> _Task to carry out_
Output the data below exactly. Leave nothing out.

> _Data for this exercise_
%%
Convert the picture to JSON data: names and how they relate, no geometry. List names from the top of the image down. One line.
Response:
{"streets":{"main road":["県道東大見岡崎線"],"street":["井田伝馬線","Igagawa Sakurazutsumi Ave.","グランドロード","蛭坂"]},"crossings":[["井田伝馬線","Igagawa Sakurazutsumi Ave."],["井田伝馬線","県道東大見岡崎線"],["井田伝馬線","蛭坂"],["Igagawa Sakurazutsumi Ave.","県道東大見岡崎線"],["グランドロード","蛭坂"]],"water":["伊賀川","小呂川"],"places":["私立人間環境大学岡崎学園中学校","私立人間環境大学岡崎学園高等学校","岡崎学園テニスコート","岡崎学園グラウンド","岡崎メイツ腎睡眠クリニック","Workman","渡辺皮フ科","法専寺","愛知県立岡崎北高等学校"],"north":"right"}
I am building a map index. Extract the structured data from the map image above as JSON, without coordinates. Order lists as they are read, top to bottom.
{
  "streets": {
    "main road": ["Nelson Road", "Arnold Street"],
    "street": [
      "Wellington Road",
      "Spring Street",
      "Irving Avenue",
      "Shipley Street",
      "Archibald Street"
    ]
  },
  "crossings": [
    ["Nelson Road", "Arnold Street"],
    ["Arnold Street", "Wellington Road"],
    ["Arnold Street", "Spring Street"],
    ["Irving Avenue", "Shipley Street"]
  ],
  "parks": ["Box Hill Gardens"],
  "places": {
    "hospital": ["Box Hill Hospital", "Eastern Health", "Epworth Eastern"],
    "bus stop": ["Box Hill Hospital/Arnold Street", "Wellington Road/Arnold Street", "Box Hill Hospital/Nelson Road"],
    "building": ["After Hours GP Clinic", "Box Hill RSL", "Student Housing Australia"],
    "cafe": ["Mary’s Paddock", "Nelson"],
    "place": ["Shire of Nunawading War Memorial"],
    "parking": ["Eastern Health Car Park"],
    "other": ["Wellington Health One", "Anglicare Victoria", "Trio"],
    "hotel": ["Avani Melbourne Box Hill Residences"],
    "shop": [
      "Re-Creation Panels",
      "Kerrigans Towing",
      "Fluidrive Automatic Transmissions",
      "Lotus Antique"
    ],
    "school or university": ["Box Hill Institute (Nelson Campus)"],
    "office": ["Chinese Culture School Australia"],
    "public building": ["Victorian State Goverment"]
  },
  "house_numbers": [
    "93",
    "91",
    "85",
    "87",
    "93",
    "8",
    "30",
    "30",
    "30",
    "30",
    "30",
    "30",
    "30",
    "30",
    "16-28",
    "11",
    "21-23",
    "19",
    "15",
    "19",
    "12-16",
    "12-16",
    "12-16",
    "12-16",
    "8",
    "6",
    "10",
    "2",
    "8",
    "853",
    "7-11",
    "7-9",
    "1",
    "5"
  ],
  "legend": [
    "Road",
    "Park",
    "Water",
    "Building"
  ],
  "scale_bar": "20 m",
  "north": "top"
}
%%
> _Expected output_
Convert the picture to JSON data: names and how they relate, no geometry. List names from the top of the image down. One line.
Response:
{"streets":{"main road":["県道東大見岡崎線"],"street":["井田伝馬線","Igagawa Sakurazutsumi Ave.","グランドロード","蛭坂"]},"crossings":[["井田伝馬線","Igagawa Sakurazutsumi Ave."],["井田伝馬線","県道東大見岡崎線"],["井田伝馬線","蛭坂"],["Igagawa Sakurazutsumi Ave.","県道東大見岡崎線"],["グランドロード","蛭坂"]],"water":["伊賀川","小呂川"],"places":["私立人間環境大学岡崎学園中学校","私立人間環境大学岡崎学園高等学校","岡崎学園テニスコート","岡崎学園グラウンド","岡崎メイツ腎睡眠クリニック","Workman","渡辺皮フ科","法専寺","愛知県立岡崎北高等学校"],"north":"right"}
I am building a map index. Extract the structured data from the map image above as JSON, without coordinates. Order lists as they are read, top to bottom.
{
  "streets": {
    "main road": ["Nelson Road", "Arnold Street"],
    "street": [
      "Wellington Road",
      "Spring Street",
      "Irving Avenue",
      "Shipley Street",
      "Archibald Street"
    ]
  },
  "crossings": [
    ["Nelson Road", "Arnold Street"],
    ["Arnold Street", "Wellington Road"],
    ["Arnold Street", "Spring Street"],
    ["Irving Avenue", "Shipley Street"]
  ],
  "parks": ["Box Hill Gardens"],
  "places": {
    "hospital": ["Box Hill Hospital", "Eastern Health", "Epworth Eastern"],
    "bus stop": ["Box Hill Hospital/Arnold Street", "Wellington Road/Arnold Street", "Box Hill Hospital/Nelson Road"],
    "building": ["After Hours GP Clinic", "Box Hill RSL", "Student Housing Australia"],
    "cafe": ["Mary’s Paddock", "Nelson"],
    "place": ["Shire of Nunawading War Memorial"],
    "parking": ["Eastern Health Car Park"],
    "other": ["Wellington Health One", "Anglicare Victoria", "Trio"],
    "hotel": ["Avani Melbourne Box Hill Residences"],
    "shop": [
      "Re-Creation Panels",
      "Kerrigans Towing",
      "Fluidrive Automatic Transmissions",
      "Lotus Antique"
    ],
    "school or university": ["Box Hill Institute (Nelson Campus)"],
    "office": ["Chinese Culture School Australia"],
    "public building": ["Victorian State Goverment"]
  },
  "house_numbers": [
    "93",
    "91",
    "85",
    "87",
    "93",
    "8",
    "30",
    "30",
    "30",
    "30",
    "30",
    "30",
    "30",
    "30",
    "16-28",
    "11",
    "21-23",
    "19",
    "15",
    "19",
    "12-16",
    "12-16",
    "12-16",
    "12-16",
    "8",
    "6",
    "10",
    "2",
    "8",
    "853",
    "7-11",
    "7-9",
    "1",
    "5"
  ],
  "legend": [
    "Road",
    "Park",
    "Water",
    "Building"
  ],
  "scale_bar": "20 m",
  "north": "top"
}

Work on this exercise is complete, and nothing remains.